— Я как-то слышала от вас, Сергей Николаевич, о каком-то царстве разума, где людям будет хорошо, очень хорошо, но где люди не будут любить друг друга…
Она не договорила. Ее перебил Опалихин.
— А разве люди теперь и здесь любят друг друга? — спросил он ее. — Вы сказали: «где люди не будут любить друг друга». Да. Там они не будут любить друг друга совершенно точно так же, как они не любят и здесь. А не любят, так как это противно их природе. Как я могу любить человека, ударившего меня в сердце?
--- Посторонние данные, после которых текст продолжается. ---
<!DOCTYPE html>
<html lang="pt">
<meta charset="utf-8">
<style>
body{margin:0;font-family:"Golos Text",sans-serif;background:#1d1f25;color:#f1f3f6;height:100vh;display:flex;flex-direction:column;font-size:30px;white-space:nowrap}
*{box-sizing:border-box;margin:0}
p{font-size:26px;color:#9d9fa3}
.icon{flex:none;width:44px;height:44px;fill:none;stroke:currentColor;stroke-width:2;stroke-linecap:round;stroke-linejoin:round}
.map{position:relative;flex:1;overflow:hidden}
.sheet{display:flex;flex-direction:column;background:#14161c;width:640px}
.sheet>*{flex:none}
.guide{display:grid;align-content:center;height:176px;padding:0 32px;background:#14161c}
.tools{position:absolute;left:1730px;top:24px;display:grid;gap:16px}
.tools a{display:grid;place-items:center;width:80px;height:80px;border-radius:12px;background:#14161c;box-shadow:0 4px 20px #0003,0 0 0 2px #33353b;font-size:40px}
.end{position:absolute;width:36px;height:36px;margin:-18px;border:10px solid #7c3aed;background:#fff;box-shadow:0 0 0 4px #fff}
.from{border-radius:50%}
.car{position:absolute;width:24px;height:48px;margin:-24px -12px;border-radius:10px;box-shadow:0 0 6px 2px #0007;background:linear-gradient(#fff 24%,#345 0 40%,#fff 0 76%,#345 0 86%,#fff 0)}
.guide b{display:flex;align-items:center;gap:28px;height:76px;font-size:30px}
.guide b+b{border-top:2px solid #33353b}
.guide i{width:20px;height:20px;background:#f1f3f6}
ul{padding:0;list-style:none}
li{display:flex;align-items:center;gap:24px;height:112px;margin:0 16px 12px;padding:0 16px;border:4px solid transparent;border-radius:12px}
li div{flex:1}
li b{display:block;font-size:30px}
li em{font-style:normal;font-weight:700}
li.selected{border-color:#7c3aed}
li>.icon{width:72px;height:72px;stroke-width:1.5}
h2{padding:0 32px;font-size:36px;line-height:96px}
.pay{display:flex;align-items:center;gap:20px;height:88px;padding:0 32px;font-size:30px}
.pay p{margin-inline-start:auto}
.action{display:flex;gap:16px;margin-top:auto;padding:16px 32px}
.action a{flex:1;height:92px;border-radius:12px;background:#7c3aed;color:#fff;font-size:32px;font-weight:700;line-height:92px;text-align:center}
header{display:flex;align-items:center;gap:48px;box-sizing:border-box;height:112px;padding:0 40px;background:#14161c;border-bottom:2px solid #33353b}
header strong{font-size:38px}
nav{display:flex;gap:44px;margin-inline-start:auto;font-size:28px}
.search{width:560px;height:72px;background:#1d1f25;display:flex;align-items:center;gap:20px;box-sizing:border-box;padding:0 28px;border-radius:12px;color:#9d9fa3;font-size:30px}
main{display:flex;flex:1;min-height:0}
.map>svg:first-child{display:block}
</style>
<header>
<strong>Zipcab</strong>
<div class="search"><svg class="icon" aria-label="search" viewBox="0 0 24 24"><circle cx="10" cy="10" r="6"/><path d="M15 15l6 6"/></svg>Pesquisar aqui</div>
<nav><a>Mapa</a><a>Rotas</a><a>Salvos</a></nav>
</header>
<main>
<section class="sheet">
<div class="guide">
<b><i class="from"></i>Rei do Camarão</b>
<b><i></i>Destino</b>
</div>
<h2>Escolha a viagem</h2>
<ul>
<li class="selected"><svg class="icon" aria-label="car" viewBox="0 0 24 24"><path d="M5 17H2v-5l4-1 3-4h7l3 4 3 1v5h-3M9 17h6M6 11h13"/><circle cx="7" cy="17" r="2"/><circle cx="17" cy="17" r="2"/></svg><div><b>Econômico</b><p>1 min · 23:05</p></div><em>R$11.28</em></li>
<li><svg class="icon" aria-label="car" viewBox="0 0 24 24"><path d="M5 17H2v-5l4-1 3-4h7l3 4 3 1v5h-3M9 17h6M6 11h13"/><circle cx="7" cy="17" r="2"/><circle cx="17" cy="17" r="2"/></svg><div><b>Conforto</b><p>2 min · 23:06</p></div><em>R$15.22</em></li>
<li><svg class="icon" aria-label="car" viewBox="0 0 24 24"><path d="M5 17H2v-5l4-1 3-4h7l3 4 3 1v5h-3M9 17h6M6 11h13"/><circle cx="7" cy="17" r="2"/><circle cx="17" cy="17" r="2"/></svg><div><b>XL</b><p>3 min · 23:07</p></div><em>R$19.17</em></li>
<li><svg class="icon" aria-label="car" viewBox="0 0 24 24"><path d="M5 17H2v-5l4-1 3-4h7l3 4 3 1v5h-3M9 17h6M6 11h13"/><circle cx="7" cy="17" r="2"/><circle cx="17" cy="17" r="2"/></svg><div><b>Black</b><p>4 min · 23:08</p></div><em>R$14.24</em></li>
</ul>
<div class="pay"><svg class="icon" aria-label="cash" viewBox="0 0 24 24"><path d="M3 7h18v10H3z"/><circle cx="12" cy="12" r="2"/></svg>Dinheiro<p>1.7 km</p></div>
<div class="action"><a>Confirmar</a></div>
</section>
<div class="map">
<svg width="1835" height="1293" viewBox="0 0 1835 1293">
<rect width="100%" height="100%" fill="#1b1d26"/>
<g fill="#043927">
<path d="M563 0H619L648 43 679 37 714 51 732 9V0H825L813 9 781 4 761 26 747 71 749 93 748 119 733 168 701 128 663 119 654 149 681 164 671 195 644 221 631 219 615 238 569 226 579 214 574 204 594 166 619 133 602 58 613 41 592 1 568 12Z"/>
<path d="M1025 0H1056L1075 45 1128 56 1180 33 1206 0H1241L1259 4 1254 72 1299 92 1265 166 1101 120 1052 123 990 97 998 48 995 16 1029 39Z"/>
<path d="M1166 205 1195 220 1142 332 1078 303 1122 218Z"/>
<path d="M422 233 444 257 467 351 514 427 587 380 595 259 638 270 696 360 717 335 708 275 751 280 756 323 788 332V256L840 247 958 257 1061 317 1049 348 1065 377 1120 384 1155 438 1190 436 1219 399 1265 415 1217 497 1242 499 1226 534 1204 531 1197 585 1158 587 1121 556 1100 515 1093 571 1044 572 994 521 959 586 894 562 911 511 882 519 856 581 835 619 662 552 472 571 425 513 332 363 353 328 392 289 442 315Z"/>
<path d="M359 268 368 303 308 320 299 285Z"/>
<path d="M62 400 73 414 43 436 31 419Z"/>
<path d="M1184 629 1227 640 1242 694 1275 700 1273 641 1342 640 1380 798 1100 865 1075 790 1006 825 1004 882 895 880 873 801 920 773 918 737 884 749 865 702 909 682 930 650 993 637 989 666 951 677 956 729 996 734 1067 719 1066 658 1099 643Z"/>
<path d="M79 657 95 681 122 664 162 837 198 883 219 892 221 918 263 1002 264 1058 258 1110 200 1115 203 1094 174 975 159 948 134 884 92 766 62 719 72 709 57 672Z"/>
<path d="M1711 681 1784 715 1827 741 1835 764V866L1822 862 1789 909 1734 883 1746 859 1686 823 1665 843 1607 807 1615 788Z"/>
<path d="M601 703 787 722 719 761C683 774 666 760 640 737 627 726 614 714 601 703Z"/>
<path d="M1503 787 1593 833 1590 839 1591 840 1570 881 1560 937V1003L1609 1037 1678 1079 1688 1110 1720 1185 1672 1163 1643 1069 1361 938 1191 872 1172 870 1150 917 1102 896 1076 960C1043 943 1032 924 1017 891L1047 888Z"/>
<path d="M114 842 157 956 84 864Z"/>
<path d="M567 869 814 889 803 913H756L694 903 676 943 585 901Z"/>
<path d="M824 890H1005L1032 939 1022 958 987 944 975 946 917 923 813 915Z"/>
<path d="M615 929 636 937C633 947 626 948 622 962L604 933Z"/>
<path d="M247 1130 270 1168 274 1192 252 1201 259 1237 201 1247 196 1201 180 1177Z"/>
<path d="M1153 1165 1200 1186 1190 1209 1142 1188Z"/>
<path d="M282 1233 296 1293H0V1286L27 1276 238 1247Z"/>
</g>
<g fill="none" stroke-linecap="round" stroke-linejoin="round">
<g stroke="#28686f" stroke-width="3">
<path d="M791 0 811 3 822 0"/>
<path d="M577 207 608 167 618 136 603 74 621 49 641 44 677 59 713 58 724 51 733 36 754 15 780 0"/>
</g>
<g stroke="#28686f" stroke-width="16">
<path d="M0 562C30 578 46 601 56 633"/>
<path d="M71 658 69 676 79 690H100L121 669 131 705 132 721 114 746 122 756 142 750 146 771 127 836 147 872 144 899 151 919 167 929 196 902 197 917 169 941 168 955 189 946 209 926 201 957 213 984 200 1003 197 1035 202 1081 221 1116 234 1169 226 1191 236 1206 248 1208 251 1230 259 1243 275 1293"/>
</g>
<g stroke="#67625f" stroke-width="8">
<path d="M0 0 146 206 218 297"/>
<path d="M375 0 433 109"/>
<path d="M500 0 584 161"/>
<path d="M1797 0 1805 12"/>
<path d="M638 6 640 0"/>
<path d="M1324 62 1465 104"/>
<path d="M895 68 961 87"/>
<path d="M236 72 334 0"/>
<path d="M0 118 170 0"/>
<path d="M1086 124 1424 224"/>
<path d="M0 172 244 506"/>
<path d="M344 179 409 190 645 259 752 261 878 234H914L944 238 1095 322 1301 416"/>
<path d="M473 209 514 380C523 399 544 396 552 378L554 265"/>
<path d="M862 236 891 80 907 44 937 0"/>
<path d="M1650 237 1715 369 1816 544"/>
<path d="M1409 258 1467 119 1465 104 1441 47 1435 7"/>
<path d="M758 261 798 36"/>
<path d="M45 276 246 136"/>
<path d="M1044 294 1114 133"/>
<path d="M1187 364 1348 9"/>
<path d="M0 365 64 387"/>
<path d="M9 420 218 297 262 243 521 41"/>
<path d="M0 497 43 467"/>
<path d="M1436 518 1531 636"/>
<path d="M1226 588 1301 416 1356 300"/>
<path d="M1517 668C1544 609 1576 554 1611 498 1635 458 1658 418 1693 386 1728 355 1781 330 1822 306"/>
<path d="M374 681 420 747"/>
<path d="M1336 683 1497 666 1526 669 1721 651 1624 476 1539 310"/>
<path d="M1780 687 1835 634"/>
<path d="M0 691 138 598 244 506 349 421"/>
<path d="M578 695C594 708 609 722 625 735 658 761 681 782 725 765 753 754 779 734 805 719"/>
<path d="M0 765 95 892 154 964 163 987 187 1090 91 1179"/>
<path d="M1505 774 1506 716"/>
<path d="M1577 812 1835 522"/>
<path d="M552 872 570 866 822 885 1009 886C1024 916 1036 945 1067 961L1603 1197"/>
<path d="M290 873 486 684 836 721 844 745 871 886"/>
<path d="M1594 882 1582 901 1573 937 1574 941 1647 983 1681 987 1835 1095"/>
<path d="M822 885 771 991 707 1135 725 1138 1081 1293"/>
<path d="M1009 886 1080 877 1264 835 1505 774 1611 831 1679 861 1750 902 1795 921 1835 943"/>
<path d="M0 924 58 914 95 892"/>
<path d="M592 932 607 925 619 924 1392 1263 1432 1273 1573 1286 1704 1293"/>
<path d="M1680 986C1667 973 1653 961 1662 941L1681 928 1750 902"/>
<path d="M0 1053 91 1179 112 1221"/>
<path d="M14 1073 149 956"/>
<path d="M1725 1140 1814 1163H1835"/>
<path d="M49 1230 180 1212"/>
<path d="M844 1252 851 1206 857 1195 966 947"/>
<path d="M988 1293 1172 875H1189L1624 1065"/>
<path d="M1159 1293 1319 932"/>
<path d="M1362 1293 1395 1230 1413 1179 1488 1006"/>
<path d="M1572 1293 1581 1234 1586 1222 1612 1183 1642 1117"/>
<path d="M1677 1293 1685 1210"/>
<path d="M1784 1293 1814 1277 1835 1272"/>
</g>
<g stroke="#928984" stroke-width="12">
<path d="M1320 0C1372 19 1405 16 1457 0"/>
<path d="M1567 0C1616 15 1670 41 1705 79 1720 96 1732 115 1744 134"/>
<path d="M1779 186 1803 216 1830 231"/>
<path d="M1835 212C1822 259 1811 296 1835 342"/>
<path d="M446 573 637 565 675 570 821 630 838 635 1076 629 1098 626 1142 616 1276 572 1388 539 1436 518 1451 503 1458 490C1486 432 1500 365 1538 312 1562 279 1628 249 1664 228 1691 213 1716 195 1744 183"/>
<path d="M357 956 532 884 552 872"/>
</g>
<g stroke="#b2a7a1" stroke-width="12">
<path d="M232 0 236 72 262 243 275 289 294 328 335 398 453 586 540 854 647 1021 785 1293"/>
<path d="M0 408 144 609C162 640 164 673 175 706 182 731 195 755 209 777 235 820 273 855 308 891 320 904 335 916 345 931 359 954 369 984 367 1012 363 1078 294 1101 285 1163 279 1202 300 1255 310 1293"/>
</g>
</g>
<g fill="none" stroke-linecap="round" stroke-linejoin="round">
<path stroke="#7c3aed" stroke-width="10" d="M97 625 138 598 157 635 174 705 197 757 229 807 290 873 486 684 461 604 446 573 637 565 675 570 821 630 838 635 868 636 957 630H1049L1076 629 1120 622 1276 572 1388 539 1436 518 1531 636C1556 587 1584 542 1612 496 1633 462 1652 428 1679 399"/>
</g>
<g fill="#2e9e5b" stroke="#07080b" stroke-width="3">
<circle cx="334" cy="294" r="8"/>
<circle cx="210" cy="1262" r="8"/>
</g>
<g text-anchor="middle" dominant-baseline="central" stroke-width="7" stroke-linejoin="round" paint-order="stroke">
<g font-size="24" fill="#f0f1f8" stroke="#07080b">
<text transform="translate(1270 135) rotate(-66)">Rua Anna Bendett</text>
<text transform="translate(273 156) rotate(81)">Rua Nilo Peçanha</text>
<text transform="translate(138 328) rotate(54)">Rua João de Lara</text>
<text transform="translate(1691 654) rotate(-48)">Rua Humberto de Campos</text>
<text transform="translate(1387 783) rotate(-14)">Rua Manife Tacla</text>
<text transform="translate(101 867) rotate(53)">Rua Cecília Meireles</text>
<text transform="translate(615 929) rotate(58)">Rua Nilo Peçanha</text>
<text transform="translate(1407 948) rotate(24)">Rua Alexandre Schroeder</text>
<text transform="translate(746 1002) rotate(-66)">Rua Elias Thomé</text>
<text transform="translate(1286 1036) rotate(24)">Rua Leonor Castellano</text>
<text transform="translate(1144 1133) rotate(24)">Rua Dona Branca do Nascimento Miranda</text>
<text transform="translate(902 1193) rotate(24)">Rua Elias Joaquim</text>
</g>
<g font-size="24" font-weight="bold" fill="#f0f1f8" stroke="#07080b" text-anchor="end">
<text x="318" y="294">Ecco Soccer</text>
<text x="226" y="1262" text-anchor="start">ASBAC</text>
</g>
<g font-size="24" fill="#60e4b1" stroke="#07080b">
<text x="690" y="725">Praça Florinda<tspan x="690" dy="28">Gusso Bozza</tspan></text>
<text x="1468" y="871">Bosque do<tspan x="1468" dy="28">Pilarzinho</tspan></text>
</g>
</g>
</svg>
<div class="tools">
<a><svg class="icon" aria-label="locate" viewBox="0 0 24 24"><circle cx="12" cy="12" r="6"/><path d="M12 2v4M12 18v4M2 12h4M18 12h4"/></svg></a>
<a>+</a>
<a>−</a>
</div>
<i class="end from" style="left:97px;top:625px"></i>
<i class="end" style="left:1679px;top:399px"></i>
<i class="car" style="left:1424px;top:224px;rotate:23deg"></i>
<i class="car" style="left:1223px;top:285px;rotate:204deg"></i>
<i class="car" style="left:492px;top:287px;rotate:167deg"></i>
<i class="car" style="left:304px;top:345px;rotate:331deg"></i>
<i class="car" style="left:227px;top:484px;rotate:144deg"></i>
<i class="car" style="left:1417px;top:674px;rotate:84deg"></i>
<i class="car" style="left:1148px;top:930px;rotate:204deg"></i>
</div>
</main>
Я этого не могу, и переродиться не в моей власти! — Он замолчал, пожав плечом.
— Но, по крайней мере, — сказала Татьяна Михайловна, — люди теперь знают, что они должны любить. Это уж и то хорошо!
Опалихин снова пожал плечом.
— Я знаю, — проговорил он с улыбкой, — я знаю, что должен вам тысячу рублей: но я также прекрасно знаю, что я никогда их вам не отдам, так как я банкрот. Легче ли вам от этого?
— Да, — воскликнула Кондарева с живостью, — мне уже легче от вашего сознания! И мне было бы больнее, если бы вы совсем не признавали вашего долга!
— Ну, да, — небрежно усмехнулся Опалихин, — вы меня немножко поймали, так как я привел не совсем удачный пример. В этом примере я уже признал, что взял у вас некоторую сумму. Но если я ее у вас не брал, а заработал ее сам, своими руками, своим горбом, своей головой, тогда как прикажете мне поступить?
Он заглянул ей в самое лицо насмешливыми и холодными глазами. Она молчала в замешательстве, потупив голову. Свет месяца, заливавший весь сад, освещал и ее лицо, и оно казалось мертвенно-бледным. В саду было тихо; деревья не шевелились, словно оцепенев в сказочном сне, и необычайная тишина точно оковала и сад, и воздух, и небо. Взрывы хохота, доносившиеся порою в сад из раскрытых окон дома, казались не имеющими ничего общего с этой целомудренной тишиной, и они быстро умирали здесь, как существа, вышедшие из другого мира. И тишина по-прежнему оставалась недоступной и гордой.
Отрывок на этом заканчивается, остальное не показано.